3. Reference a is designed to serve national security and defense as well as other national policies and goals involving spectrum-dependent equipment. Additionally reference d and as later amended states “The Secretary of Transportation shall… give full consideration to the requirements of national defense.” DOD EA operations are a part of national defense and once approved under the auspices of this manual should not be terminated except as specified below. Operators will comply with Enclosures C, D, H, and CJCSM 3212.03 for termination of EA (“cease buzzer” procedures). The following are valid reasons for termination:
a. Safety of flight.
b. Harmful interference.
c. Operations security (OPSEC).
d. Determination of the EA user.
4. The conduct of EA, in areas as defined in this manual’s glossary under the definitions of Canada and United States and Possessions (US&P), is governed by this manual under the authority of references d and e. International Civil Aviation Organization (ICAO) and reference e provide further considerations for conducting EA within international airspace, but do not govern DOD component EA operations.

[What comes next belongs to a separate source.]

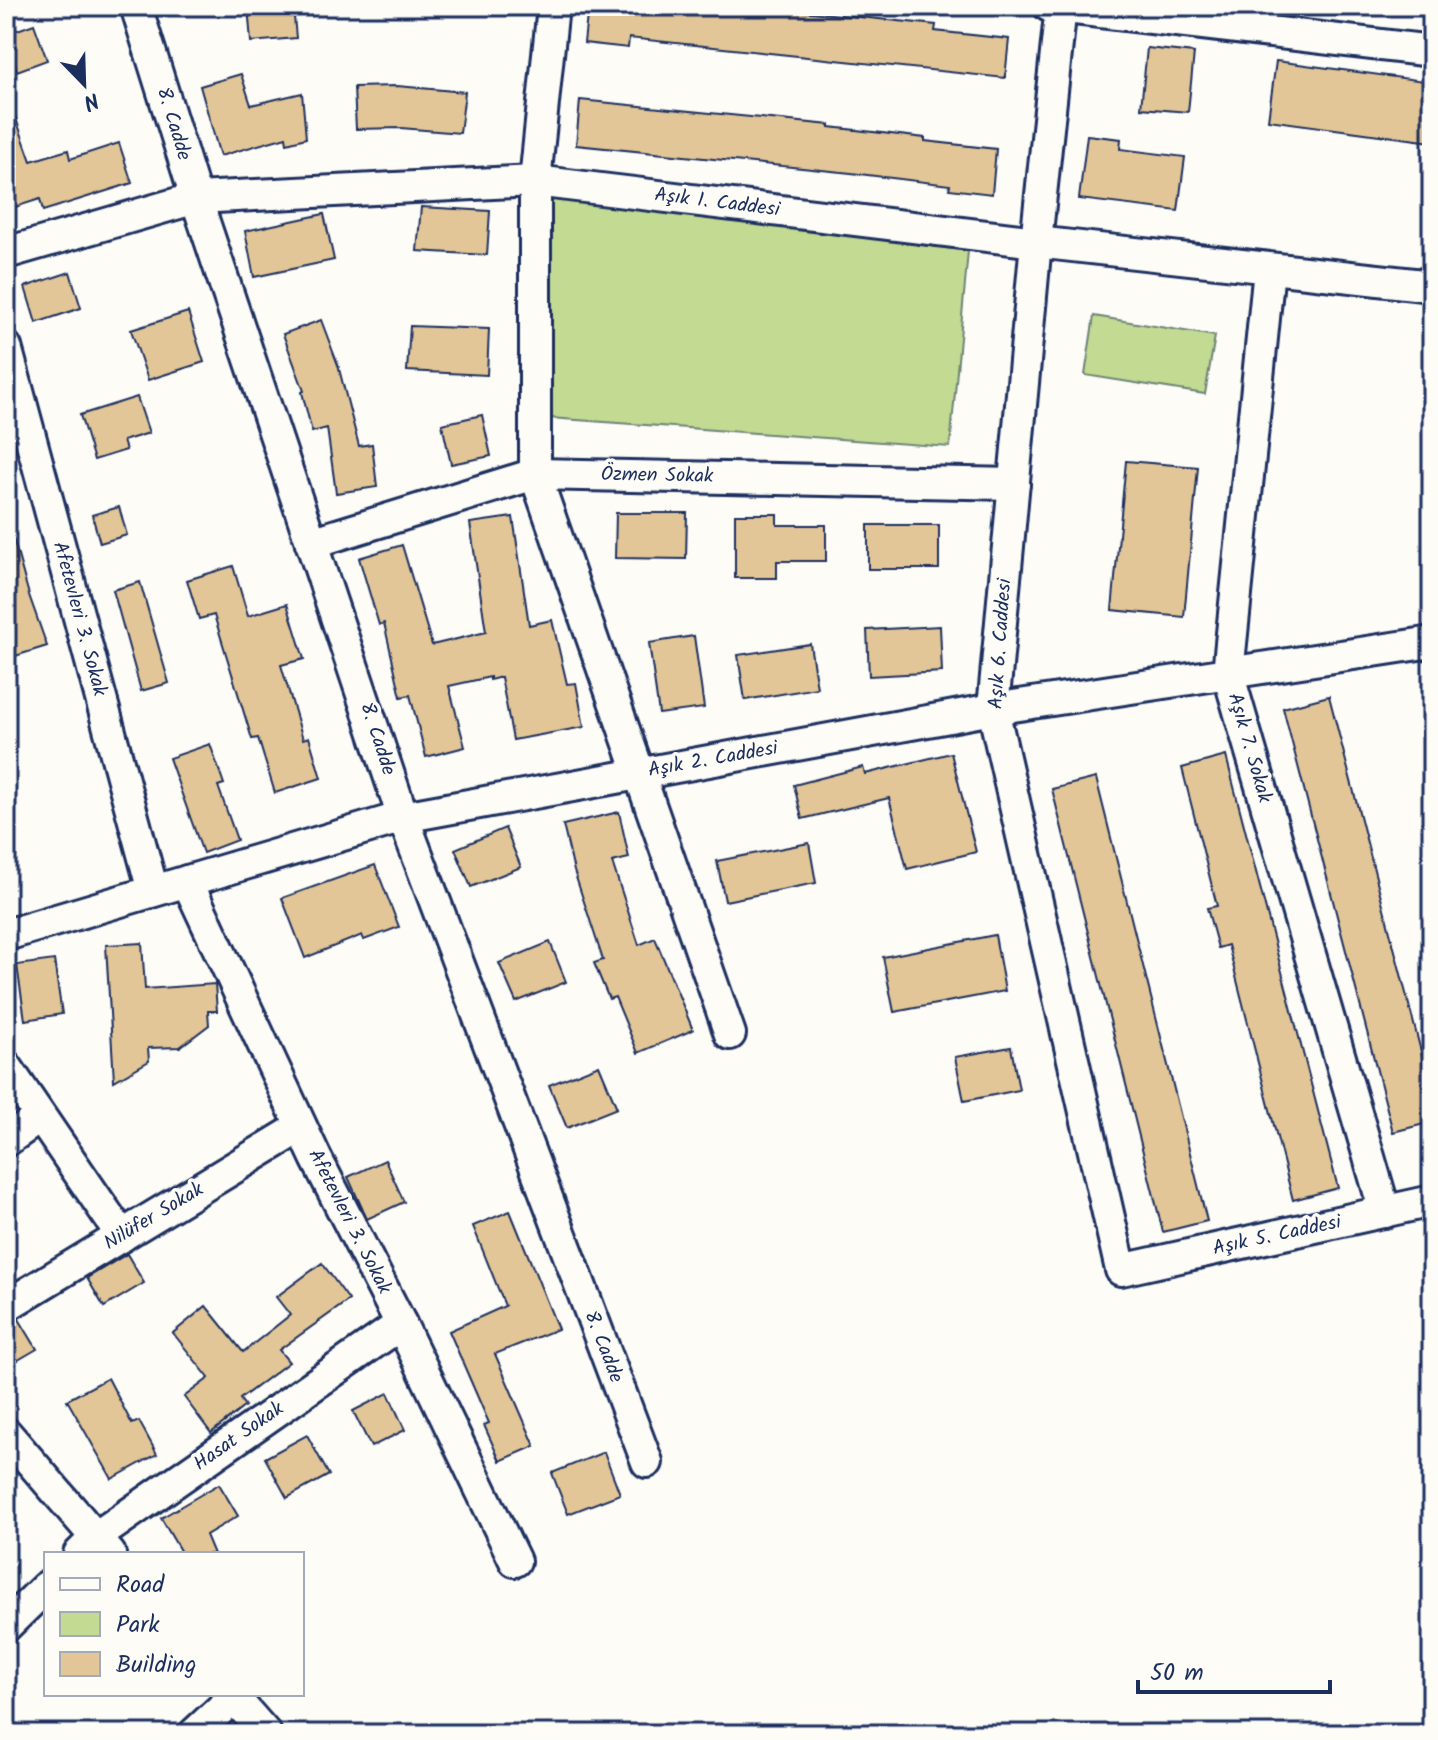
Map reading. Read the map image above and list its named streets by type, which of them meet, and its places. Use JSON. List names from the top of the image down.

5. The impact of the electromagnetic environment (EME) upon the operational capability of military forces, equipment, systems, and platforms is referred to as electromagnetic environmental effects (E3). E3 refers to the impact of the EME upon the operational capability of military forces, equipment, systems, and platforms. It encompasses all EM disciplines, including EM compatibility (EMC) and EM interference; EM vulnerability; EM pulse; EP, hazards of EM radiation to personnel, ordnance, and volatile materials; and natural phenomena effects of lightning and precipitation static. Equipment and systems operating on the principles of electromagnetism are characterized by EM vulnerability. Once subjected to E3, equipment and systems operating within, or as part of, the electromagnetic spectrum (EMS), may suffer degradation and become (incapable of performing the designated mission). The environmental consequences of EA and its employment must be analyzed in accordance with provisions of reference f and the accompanying Council on Environmental Quality Regulations. Consult specific-Service regulations.